Politica
NACIÓ EN SAN LUIS Y FUE VICARIO DE SALADAS
Luis Molina, el sacerdote que llevó el chamamé y la danza hasta Japón
Es el párroco de la iglesia del Pirayuí y ahora está haciendo shows a 18.000 kilómetros. Se fue en octubre y volverá en diciembre. Hoy cumple 36 años.



Luis Molina es correntino y nació en San Luis del Palmar hace exactamente 36 años. Su fe lo llevó a formarse para ser sacerdote, vocación que abrazó y que lleva adelante hace varios años. Actualmente está a cargo de la parroquia Nuestra Señora del Valle, del barrio Pirayuí.

Pero además de su vocación sacerdotal, Luis tiene otra pasión: el chamamé. Justamente su amor por la música local lo llevó ahora a uno de los puntos más lejanos del planeta. Desde octubre se encuentra en Japón, bailando y haciendo conocer la música correntina. Allá, junto con otras cuatro personas están presentando un espectáculo llamado Fiesta Argentina.

El sacerdote dialogó ayer con la redacción, en lo que fue la mañana del jueves en esta parte del mundo pero ya casi la hora de acostarse en Japón, debido a las 12 horas de diferencia. "Estamos haciendo una experiencia como un intercambio cultural, que incluye música, danza e idioma guaraní", contó.

"Con un grupo incorporamos el chamamé en las misas"

LUIS MOLINA, SACERDOTE

Luis se desempeña con naturalidad en los tres ámbitos, por lo que se le pudo dar la posibilidad de conocer por primera vez el país nipón.

"El primer contacto lo tuvimos en 2019 con un japonés que se interesó mucho por el chamamé, y fue quien armó esta gira", contó el sacerdote. La delegación llegó el 23 de octubre y la vuelta será recién el 4 de diciembre, por lo que la experiencia será en total de un mes y medio. Hasta el momento ya hicieron dos shows y planean más. Actuaron en el lobby de uno de los hoteles más lujosos del país, donde Luis pudo desplegar todo su talento.

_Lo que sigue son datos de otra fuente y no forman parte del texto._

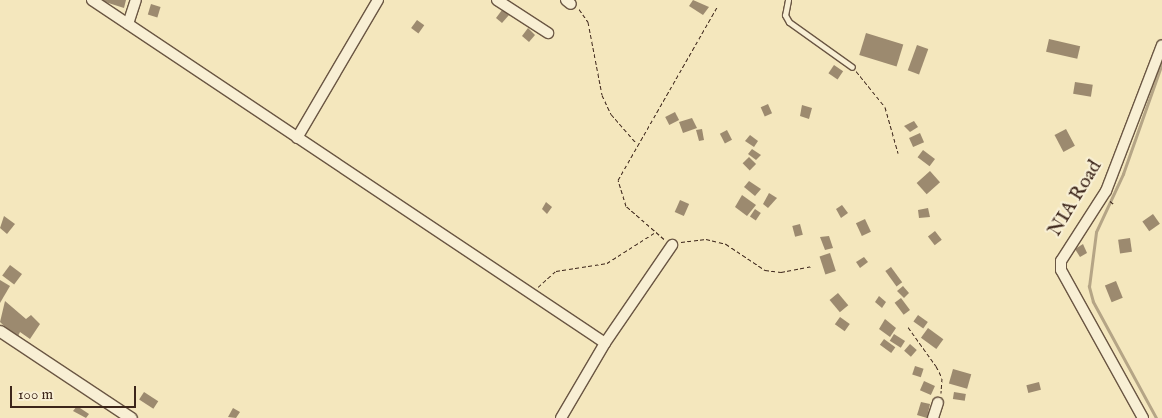 <!DOCTYPE html>
<style>
body{margin:0}
#map{position:relative;width:1162px;height:418px;overflow:hidden;background:#f4e7bd;font-family:"IM FELL English",serif}
div>[style]{position:absolute}
[style*='--x']{left:calc(var(--x)*1px);top:calc(var(--y)*1px);width:calc(var(--w)*1px);rotate:calc(var(--a)*1deg)}
.stream>*{height:2.5px;margin:-1.25px;padding:0 1.25px;transform-origin:1.25px;border-radius:1.25px;background:#b5a586}
.building>*{inset:0;background:#9c8a6f;transform-origin:0 0}
.path>*{height:1px;margin-top:-0.5px;transform-origin:0;background:repeating-linear-gradient(90deg,#3c251a 0 4px,transparent 0 6.5px)}
.roads{filter:drop-shadow(1px 0 #6a5643) drop-shadow(-1px 0 #6a5643) drop-shadow(0 1px #6a5643) drop-shadow(0 -1px #6a5643)}
.service>*{height:5px;margin:-2.5px;padding:0 2.5px;transform-origin:2.5px;border-radius:2.5px;background:#f8efd4}
.minor>*{height:10px;margin:-5px;padding:0 5px;transform-origin:5px;border-radius:5px;background:#f8efd4}
.tertiary>*{height:11px;margin:-5.5px;padding:0 5.5px;transform-origin:5.5px;border-radius:5.5px;background:#f8efd4}
span{translate:-50% -50%;white-space:nowrap;text-align:center;line-height:1.15;-webkit-text-stroke:4.5px #f8efd4;paint-order:stroke}
.street-label{font-size:19px;color:#3c251a}
.scale{position:absolute;left:10px;top:386px;width:126px;height:22px;box-sizing:border-box;border:2px solid #3c251a;border-top:0;padding-left:6px;font-size:15px;line-height:18px;white-space:nowrap;color:#3c251a;-webkit-text-stroke:4px #f8efd4;paint-order:stroke}
</style>
<div id="map">
<div class="stream">
<i style="--x:1156;--y:418;--w:132;--a:-118.5"></i>
<i style="--x:1093;--y:302;--w:16;--a:-105"></i>
<i style="--x:1089;--y:287;--w:55;--a:-82.7"></i>
<i style="--x:1096;--y:232;--w:64;--a:-65"></i>
<i style="--x:1123;--y:174;--w:118;--a:-70.6"></i>
</div>
<div class="building">
<i style="clip-path:polygon(99px 0,126px 0,124px 8px)"></i>
<i style="clip-path:polygon(693px 0,709px 7px,703px 15px,689px 6px)"></i>
<i style="left:151px;top:4px;width:10px;height:11px;rotate:17deg"></i>
<i style="clip-path:polygon(502px 10px,509px 15px,502px 23px,496px 18px)"></i>
<i style="left:417px;top:20px;width:9px;height:10px;rotate:36deg"></i>
<i style="clip-path:polygon(528px 28px,535px 35px,529px 42px,522px 36px)"></i>
<i style="left:866px;top:33px;width:39px;height:23px;rotate:17deg"></i>
<i style="left:1049px;top:39px;width:32px;height:13px;rotate:13deg"></i>
<i style="left:917px;top:45px;width:12px;height:27px;rotate:20deg"></i>
<i style="left:834px;top:65px;width:11px;height:10px;rotate:34deg"></i>
<i style="left:1075px;top:82px;width:18px;height:12px;rotate:9deg"></i>
<i style="left:768px;top:104px;width:10px;height:8px;rotate:66deg"></i>
<i style="clip-path:polygon(802px 105px,812px 108px,809px 119px,800px 116px)"></i>
<i style="left:675px;top:112px;width:9px;height:11px;rotate:63deg"></i>
<i style="clip-path:polygon(692px 118px,697px 128px,683px 133px,679px 122px)"></i>
<i style="clip-path:polygon(914px 121px,918px 127px,910px 132px,904px 126px)"></i>
<i style="clip-path:polygon(702px 129px,704px 140px,699px 141px,696px 130px)"></i>
<i style="left:1066px;top:129px;width:19px;height:13px;rotate:62deg"></i>
<i style="left:727px;top:130px;width:11px;height:8px;rotate:63deg"></i>
<i style="left:920px;top:133px;width:10px;height:12px;rotate:66deg"></i>
<i style="clip-path:polygon(750px 135px,758px 141px,754px 147px,745px 141px)"></i>
<i style="clip-path:polygon(752px 149px,761px 155px,756px 160px,748px 154px)"></i>
<i style="left:923px;top:150px;width:15px;height:9px;rotate:37deg"></i>
<i style="left:749px;top:157px;width:10px;height:9px;rotate:45deg"></i>
<i style="left:930px;top:171px;width:15px;height:18px;rotate:48deg"></i>
<i style="clip-path:polygon(749px 181px,761px 189px,755px 196px,744px 187px)"></i>
<i style="clip-path:polygon(769px 193px,777px 198px,768px 208px,763px 204px)"></i>
<i style="clip-path:polygon(742px 195px,756px 205px,747px 216px,735px 207px)"></i>
<i style="left:680px;top:200px;width:10px;height:13px;rotate:24deg"></i>
<i style="clip-path:polygon(546px 202px,552px 207px,547px 214px,542px 209px)"></i>
<i style="clip-path:polygon(842px 205px,848px 213px,841px 218px,836px 209px)"></i>
<i style="clip-path:polygon(928px 208px,930px 217px,919px 218px,918px 210px)"></i>
<i style="left:755px;top:209px;width:7px;height:9px;rotate:34deg"></i>
<i style="left:1153px;top:214px;width:12px;height:13px;rotate:55deg"></i>
<i style="clip-path:polygon(4px 216px,15px 224px,7px 234px,0 228px)"></i>
<i style="left:865px;top:219px;width:14px;height:10px;rotate:65deg"></i>
<i style="left:800px;top:224px;width:11px;height:8px;rotate:75deg"></i>
<i style="left:935px;top:231px;width:11px;height:9px;rotate:52deg"></i>
<i style="clip-path:polygon(829px 236px,833px 248px,825px 250px,820px 237px)"></i>
<i style="left:1130px;top:238px;width:14px;height:12px;rotate:82deg"></i>
<i style="clip-path:polygon(1083px 244px,1087px 253px,1080px 257px,1075px 249px)"></i>
<i style="left:830px;top:253px;width:19px;height:11px;rotate:72deg"></i>
<i style="clip-path:polygon(864px 257px,868px 262px,860px 268px,856px 262px)"></i>
<i style="left:10px;top:265px;width:15px;height:13px;rotate:37deg"></i>
<i style="left:891px;top:267px;width:19px;height:7px;rotate:54deg"></i>
<i style="clip-path:polygon(0 280px,10px 286px,0 303px)"></i>
<i style="left:1116px;top:281px;width:18px;height:12px;rotate:68deg"></i>
<i style="clip-path:polygon(903px 286px,909px 293px,904px 298px,897px 291px)"></i>
<i style="left:838px;top:293px;width:16px;height:11px;rotate:50deg"></i>
<i style="clip-path:polygon(879px 296px,886px 302px,882px 308px,875px 302px)"></i>
<i style="left:901px;top:298px;width:15px;height:8px;rotate:53deg"></i>
<i style="clip-path:polygon(5px 301px,26px 319px,31px 315px,40px 324px,30px 339px,20px 332px,17px 338px,0 322px)"></i>
<i style="left:918px;top:315px;width:12px;height:8px;rotate:35deg"></i>
<i style="left:840px;top:317px;width:12px;height:9px;rotate:35deg"></i>
<i style="clip-path:polygon(885px 319px,896px 328px,890px 337px,879px 329px)"></i>
<i style="left:928px;top:328px;width:19px;height:12px;rotate:36deg"></i>
<i style="left:894px;top:334px;width:13px;height:8px;rotate:32deg"></i>
<i style="left:884px;top:339px;width:14px;height:7px;rotate:36deg"></i>
<i style="left:910px;top:344px;width:9px;height:9px;rotate:41deg"></i>
<i style="left:915px;top:366px;width:9px;height:9px;rotate:18deg"></i>
<i style="left:953px;top:369px;width:19px;height:15px;rotate:16deg"></i>
<i style="left:924px;top:381px;width:12px;height:10px;rotate:24deg"></i>
<i style="left:1039px;top:382px;width:8px;height:13px;rotate:76deg"></i>
<i style="left:144px;top:392px;width:17px;height:9px;rotate:33deg"></i>
<i style="left:954px;top:392px;width:12px;height:7px;rotate:9deg"></i>
<i style="clip-path:polygon(921px 402px,930px 404px,927px 418px,917px 415px)"></i>
<i style="clip-path:polygon(77px 406px,89px 414px,86px 418px,73px 411px)"></i>
<i style="clip-path:polygon(233px 408px,240px 412px,236px 418px,228px 417px)"></i>
</div>
<div class="path">
<i style="--x:579;--y:9;--w:16;--a:55"></i>
<i style="--x:588;--y:22;--w:74;--a:79.1"></i>
<i style="--x:602;--y:95;--w:21;--a:65"></i>
<i style="--x:611;--y:114;--w:37;--a:49"></i>
<i style="--x:856;--y:71;--w:46;--a:51.1"></i>
<i style="--x:885;--y:107;--w:48;--a:74.2"></i>
<i style="--x:1110;--y:201;--w:6;--a:39"></i>
<i style="--x:664;--y:239;--w:50;--a:-139"></i>
<i style="--x:626;--y:206;--w:27;--a:-107"></i>
<i style="--x:618;--y:180;--w:199;--a:-60.2"></i>
<i style="--x:681;--y:242;--w:25;--a:-7"></i>
<i style="--x:706;--y:239;--w:21;--a:14"></i>
<i style="--x:726;--y:244;--w:47;--a:33.7"></i>
<i style="--x:765;--y:270;--w:16;--a:7"></i>
<i style="--x:781;--y:272;--w:32;--a:-11"></i>
<i style="--x:538;--y:287;--w:24;--a:-42"></i>
<i style="--x:556;--y:271;--w:52;--a:-8.9"></i>
<i style="--x:607;--y:263;--w:56;--a:-32.6"></i>
<i style="--x:908;--y:327;--w:48;--a:54.3"></i>
<i style="--x:936;--y:366;--w:13;--a:63"></i>
<i style="--x:942;--y:378;--w:15;--a:94"></i>
</div>
<div class="roads">
<div class="service">
<i style="--x:788;--y:0;--w:15;--a:101"></i>
<i style="--x:785;--y:15;--w:8;--a:60"></i>
<i style="--x:789;--y:22;--w:77;--a:35.5"></i>
</div>
<div class="minor">
<i style="--x:92;--y:0;--w:617;--a:33.77"></i>
<i style="--x:497;--y:0;--w:61;--a:32.9"></i>
<i style="--x:566;--y:0;--w:6;--a:39"></i>
<i style="--x:128;--y:24;--w:25;--a:-72"></i>
<i style="--x:297;--y:138;--w:160;--a:-59.6"></i>
<i style="--x:561;--y:418;--w:87;--a:-59.6"></i>
<i style="--x:605;--y:343;--w:119;--a:-55.6"></i>
<i style="--x:933;--y:418;--w:16;--a:-72"></i>
<i style="--x:1143;--y:418;--w:169;--a:-119"></i>
<i style="--x:1061;--y:270;--w:9;--a:-90"></i>
<i style="--x:1061;--y:261;--w:83;--a:-57.3"></i>
<i style="--x:1106;--y:191;--w:156;--a:-69"></i>
</div>
<div class="tertiary">
<i style="--x:0;--y:331;--w:157;--a:33.6"></i>
</div>
</div>
<div class="street-label">
<span style="left:1076px;top:199px;rotate:-59deg">NIA Road</span>
</div>
<div class="scale">100 m</div>
</div>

Junto con Fernando Silva (contrabajista), Facundo Rodríguez (guitarrista) y Julio Ramírez (en el bandoneón y el acordeón) se encuentran desperdigando el chamamé que hace poco tiene el título formal de patrimonio inmaterial de la humanidad, pero que en los hechos lo es desde hace bastante tiempo. La integrante restante es Luli Fernández, también correntina.

Luis baila en el ballet Mainumby, y el chamamé y otras vertientes folclóricas son su pasión, pero aclaró al respecto: "Me gusta bailar y siempre lo hago, pero siempre y cuando no interfiera con mi vida sacerdotal, que es mi prioridad".

Tanto es así que, cuando surgió la posibilidad de ir a Japón tuvo que tomar la decisión de dejar, aunque sea por poco tiempo, su parroquia. "Pedí permiso por supuesto, y me dijeron que sí, que vaya sin ningún problema". En este sentido, destacó la labor de "mis hermanos sacerdotes que me están cubriendo".

Ahora, espera cumplir con la agenda para poder retornar, y estar de nuevo haciendo lo que es para él su mayor vocación, estando frente a los fieles oficiando misa y ser la cabeza de la parroquia del barrio Pirayuí.

Como para que el periplo en el país oriental sea todavía más especial, Luis Molina está hoy, justamente, celebrando allí su cumpleaños 36. Obviamente, los saludos empezaron a llegarle a la medianoche de Japón, pero cuando aquí recién era el mediodía de ayer. Para celebrar, se animaron al asado, tradición bien argentina más allá del punto del planeta donde uno se encuentre.

Chamamé

El viaje y los shows le permitieron ver a la música desde otra mirada, o al menos detectar lo que significa para otros en un punto tan lejano como culturalmente distinto a Corrientes. En este sentido, el sacerdote comentó que "me di cuenta de que el chamamé no tiene dueño".

Y agregó al respecto que "decimos que es orgullo correntino, pero es increíble ver la pasión que tienen los japoneses, que además hacen un chamamé que es una locura".

Pero su vocación sacerdotal, su fe y su amor por el chamamé no transitan por caminos separados. Habiéndose criado escuchando a los Hermanos Barrios pero paseándose con gusto por todos los estilos, trabaja desde hace tiempo en la inclusión de esta música en la iglesia.

"Con un grupo de chicos venimos incorporando más el chamamé en las misas", contó ayer.
Así, combina su fe con lo que considera un hobby, el mismo que lo llevó ahora a estar a más de 18.000 kilómetros de su parroquia y de su San Luis natal.